** TASK TO COMPLETE **
Below are records; count the lines in them that hold "align" and give only the count.
═══ MATERIAL TO PROCESS
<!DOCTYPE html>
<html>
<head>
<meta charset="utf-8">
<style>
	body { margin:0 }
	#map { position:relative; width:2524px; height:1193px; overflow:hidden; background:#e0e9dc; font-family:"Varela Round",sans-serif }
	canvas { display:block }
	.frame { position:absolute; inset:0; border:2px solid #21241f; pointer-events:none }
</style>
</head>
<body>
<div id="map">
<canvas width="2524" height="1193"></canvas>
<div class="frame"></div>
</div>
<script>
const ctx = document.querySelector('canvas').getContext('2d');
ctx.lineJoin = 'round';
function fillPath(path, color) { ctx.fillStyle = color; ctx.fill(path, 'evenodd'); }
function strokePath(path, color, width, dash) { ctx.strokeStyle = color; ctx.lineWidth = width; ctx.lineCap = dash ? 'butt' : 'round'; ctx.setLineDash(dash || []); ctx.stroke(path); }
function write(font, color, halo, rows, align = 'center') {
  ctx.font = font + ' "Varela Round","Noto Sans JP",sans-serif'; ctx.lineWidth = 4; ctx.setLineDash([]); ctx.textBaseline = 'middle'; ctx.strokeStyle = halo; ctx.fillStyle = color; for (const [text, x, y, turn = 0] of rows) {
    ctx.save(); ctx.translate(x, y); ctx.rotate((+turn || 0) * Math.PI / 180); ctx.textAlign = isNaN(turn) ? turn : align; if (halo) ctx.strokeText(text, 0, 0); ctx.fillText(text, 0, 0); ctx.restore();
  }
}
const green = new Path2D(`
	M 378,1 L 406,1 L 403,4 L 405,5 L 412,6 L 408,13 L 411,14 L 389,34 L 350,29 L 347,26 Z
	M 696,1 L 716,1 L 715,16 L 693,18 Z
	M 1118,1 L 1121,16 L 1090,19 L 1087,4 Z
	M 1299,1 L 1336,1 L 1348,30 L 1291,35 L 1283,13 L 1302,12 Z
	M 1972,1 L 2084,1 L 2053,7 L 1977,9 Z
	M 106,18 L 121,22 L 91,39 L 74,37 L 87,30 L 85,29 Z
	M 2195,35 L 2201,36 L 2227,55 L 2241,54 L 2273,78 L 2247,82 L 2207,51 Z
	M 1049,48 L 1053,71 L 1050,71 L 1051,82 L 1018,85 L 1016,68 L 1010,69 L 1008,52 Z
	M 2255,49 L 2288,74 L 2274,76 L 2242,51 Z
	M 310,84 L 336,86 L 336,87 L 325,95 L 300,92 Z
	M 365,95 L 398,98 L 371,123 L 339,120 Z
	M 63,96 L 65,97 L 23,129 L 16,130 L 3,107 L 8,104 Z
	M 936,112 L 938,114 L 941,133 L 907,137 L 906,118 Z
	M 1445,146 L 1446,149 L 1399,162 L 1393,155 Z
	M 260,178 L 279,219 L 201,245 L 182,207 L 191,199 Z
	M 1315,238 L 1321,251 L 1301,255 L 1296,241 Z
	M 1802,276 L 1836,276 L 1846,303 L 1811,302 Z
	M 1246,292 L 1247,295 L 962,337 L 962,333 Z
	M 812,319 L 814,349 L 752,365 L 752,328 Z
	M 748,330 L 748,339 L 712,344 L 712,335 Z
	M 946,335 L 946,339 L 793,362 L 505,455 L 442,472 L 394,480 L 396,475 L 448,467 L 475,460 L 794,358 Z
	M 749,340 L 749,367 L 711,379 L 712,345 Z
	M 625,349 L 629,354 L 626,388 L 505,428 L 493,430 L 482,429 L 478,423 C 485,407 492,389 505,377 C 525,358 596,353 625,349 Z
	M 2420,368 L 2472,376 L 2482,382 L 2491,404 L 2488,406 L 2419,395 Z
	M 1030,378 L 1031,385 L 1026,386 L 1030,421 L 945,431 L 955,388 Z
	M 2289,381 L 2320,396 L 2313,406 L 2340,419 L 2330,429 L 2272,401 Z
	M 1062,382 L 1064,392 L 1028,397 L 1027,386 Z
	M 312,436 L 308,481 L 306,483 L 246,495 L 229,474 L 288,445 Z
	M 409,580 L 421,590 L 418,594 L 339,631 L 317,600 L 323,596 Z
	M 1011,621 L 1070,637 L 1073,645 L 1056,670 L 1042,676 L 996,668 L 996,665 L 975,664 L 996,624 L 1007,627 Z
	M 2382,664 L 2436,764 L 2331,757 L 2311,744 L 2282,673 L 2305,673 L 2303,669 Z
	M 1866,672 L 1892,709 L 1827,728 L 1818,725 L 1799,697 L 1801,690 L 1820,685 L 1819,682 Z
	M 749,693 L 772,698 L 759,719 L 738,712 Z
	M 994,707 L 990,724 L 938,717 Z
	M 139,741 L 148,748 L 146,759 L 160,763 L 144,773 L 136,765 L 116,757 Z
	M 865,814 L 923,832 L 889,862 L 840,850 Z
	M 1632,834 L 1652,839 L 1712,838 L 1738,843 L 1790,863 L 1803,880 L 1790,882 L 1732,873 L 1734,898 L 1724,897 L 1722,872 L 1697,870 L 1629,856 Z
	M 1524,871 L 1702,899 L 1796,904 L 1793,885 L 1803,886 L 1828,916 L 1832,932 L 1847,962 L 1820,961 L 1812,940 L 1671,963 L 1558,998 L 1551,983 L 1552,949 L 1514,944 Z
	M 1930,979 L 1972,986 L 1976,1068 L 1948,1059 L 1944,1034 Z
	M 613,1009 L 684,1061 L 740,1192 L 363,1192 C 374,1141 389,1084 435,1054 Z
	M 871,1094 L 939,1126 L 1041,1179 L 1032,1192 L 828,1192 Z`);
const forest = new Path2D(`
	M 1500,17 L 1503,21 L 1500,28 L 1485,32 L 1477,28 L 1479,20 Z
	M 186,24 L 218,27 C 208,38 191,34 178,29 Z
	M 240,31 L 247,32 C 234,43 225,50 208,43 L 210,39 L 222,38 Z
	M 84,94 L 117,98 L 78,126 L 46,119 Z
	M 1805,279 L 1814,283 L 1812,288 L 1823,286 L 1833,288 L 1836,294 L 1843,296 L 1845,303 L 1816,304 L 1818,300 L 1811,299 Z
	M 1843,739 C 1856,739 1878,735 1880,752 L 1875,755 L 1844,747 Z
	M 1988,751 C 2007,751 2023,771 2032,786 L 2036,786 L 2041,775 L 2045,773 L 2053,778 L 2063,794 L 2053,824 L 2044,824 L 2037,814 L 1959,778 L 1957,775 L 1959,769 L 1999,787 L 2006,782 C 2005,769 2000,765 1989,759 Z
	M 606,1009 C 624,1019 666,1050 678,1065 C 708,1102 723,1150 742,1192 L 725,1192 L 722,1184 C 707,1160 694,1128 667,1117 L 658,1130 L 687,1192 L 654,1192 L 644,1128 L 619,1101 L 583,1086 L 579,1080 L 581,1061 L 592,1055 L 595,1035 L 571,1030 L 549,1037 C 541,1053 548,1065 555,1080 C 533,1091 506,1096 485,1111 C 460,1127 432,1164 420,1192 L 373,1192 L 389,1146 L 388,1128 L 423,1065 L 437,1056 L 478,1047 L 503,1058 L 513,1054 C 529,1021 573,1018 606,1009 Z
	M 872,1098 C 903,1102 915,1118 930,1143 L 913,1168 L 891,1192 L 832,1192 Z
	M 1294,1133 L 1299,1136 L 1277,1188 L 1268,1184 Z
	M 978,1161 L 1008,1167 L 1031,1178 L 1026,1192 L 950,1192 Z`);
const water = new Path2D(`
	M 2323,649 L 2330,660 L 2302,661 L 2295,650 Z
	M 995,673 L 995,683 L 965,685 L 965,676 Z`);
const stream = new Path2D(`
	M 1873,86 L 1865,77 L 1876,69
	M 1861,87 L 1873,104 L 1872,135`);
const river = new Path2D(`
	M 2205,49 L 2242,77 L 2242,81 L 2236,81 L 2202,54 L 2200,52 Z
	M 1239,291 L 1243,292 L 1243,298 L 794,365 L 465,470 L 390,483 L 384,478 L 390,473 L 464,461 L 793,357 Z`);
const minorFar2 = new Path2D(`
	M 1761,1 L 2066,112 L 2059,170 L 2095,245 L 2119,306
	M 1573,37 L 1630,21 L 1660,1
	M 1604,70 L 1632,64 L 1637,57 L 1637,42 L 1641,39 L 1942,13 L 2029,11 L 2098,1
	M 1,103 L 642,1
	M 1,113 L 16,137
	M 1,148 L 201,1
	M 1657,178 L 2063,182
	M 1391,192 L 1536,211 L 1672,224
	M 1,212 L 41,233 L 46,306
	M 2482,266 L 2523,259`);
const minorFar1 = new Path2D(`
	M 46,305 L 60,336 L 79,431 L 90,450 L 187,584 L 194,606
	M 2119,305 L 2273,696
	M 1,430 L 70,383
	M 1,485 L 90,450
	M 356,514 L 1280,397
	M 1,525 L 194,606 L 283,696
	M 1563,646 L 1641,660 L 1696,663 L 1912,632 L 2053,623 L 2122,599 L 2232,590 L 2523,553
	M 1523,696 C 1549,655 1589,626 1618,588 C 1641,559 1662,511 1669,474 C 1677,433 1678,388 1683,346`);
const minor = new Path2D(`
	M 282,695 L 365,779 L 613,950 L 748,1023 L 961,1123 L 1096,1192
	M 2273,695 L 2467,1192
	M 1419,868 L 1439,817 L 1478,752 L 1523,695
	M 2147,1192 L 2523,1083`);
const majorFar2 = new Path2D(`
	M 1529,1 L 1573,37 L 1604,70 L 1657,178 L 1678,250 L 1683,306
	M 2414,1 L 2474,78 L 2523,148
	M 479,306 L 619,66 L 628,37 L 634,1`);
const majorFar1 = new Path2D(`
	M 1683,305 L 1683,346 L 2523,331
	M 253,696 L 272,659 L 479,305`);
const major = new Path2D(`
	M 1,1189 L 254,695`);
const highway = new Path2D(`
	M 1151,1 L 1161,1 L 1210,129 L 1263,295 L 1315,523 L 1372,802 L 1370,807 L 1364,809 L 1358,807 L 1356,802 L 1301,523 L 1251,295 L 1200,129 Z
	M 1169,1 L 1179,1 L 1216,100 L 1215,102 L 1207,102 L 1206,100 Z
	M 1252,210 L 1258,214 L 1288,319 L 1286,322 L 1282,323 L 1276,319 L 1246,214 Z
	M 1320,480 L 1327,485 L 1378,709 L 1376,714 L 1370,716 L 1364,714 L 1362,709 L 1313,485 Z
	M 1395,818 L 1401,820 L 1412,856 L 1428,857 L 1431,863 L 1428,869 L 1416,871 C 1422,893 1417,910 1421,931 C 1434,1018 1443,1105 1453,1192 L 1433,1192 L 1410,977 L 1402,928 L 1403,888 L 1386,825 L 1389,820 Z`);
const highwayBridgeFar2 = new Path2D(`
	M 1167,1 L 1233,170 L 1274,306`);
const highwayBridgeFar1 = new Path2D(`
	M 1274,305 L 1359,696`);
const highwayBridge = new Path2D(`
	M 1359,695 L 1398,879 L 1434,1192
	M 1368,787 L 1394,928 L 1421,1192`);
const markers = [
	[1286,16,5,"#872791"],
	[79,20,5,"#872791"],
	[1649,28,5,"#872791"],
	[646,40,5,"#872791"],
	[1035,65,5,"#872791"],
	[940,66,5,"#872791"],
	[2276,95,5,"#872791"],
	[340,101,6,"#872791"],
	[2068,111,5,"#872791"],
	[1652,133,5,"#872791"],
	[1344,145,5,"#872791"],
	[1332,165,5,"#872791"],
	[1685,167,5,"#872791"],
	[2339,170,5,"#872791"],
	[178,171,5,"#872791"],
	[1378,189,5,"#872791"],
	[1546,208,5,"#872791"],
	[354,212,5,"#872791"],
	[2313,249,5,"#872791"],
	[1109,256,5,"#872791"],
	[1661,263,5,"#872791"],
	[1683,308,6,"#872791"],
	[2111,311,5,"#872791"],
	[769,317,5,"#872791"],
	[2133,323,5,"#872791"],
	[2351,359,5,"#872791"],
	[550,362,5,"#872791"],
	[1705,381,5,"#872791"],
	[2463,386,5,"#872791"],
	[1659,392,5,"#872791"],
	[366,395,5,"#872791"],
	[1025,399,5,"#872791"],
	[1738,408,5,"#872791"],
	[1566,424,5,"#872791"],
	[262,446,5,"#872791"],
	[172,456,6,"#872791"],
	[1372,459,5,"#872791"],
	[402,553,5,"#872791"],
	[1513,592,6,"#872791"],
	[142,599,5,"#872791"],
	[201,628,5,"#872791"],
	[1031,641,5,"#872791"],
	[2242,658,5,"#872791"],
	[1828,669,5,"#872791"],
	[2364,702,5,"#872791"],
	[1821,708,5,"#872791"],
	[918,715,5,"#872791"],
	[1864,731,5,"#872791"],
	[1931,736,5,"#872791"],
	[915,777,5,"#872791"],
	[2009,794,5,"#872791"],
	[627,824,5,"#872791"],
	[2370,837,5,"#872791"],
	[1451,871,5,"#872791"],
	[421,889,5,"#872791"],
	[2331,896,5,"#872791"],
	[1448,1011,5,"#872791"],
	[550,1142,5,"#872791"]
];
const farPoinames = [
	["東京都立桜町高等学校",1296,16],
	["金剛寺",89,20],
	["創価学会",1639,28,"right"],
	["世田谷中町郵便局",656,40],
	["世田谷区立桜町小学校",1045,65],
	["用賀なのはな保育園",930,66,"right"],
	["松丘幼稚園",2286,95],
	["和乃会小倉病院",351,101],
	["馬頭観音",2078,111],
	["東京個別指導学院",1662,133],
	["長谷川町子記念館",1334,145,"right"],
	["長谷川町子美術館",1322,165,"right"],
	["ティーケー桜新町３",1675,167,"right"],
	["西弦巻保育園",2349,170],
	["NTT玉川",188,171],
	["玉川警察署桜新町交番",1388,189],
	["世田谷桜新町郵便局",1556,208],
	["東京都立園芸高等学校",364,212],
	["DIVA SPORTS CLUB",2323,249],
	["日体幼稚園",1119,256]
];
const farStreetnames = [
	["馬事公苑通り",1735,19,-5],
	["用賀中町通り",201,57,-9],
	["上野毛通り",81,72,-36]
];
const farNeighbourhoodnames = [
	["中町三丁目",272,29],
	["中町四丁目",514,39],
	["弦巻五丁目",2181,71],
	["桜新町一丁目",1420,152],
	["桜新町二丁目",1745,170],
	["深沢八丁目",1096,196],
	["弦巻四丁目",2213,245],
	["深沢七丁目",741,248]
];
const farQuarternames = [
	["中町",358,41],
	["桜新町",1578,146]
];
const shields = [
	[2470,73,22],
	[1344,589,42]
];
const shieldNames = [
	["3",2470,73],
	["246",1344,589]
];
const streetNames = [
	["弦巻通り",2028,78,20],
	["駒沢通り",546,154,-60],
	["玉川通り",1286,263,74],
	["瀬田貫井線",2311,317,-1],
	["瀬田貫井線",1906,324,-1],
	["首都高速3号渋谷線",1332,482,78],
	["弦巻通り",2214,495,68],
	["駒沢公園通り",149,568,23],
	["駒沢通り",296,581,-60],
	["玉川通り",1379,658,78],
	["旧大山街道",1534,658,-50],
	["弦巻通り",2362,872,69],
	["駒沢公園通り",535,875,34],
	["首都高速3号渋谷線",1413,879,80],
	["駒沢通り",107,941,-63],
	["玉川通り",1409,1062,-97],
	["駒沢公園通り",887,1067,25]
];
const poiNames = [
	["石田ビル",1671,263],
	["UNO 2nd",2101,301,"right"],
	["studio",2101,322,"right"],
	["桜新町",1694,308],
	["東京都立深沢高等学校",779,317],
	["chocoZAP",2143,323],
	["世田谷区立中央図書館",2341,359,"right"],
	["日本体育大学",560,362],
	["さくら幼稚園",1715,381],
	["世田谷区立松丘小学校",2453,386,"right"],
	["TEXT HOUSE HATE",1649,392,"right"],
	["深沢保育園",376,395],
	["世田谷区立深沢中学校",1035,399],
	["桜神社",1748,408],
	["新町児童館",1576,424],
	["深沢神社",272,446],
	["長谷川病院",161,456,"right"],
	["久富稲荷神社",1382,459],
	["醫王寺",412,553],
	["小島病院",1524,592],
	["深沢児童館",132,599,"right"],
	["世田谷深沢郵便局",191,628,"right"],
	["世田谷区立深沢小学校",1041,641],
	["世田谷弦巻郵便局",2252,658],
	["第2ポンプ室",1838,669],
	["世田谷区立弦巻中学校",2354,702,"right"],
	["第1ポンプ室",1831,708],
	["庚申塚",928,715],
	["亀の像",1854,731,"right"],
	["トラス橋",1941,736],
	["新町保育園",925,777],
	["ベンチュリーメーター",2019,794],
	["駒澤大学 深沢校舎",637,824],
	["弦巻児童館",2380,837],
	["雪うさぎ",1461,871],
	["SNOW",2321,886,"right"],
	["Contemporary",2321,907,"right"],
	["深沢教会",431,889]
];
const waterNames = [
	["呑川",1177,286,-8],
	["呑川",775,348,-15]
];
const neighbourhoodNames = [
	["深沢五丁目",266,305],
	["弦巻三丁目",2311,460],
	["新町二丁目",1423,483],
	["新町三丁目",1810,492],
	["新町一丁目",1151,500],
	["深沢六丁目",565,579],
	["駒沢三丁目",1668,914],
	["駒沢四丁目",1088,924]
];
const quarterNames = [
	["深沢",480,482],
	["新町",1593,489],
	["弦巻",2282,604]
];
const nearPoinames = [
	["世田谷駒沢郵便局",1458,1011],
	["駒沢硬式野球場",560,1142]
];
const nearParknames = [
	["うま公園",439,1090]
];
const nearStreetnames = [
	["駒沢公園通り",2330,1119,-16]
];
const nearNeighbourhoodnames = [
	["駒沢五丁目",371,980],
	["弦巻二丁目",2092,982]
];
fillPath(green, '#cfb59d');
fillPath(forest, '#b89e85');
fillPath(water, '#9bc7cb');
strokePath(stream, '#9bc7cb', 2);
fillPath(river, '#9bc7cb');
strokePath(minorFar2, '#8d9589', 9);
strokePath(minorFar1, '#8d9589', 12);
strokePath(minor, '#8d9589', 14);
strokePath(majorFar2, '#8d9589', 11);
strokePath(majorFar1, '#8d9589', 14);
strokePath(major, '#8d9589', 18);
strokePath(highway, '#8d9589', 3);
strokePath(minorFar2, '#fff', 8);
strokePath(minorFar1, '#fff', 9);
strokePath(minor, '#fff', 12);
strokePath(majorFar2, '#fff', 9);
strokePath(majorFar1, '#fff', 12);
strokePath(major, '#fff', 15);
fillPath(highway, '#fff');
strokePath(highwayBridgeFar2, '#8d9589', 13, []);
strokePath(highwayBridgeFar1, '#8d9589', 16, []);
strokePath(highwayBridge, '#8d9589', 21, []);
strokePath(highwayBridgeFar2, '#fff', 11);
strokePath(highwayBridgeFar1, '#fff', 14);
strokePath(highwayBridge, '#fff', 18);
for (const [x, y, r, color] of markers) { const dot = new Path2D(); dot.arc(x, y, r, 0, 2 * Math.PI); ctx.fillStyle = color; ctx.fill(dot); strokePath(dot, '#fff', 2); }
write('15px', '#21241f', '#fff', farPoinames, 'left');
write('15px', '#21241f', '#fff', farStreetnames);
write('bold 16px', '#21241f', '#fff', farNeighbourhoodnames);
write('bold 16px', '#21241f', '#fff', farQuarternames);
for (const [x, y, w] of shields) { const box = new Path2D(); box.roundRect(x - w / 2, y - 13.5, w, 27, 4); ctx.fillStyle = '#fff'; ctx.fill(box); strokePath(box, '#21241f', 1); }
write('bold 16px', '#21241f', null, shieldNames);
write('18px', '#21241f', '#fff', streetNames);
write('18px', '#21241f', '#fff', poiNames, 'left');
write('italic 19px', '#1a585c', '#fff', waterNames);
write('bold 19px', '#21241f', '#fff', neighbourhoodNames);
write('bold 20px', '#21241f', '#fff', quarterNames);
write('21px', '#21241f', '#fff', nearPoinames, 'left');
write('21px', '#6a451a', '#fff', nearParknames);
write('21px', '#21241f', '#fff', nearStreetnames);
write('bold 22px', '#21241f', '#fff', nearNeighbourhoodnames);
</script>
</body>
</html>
══════
** TASK SOLUTION **
2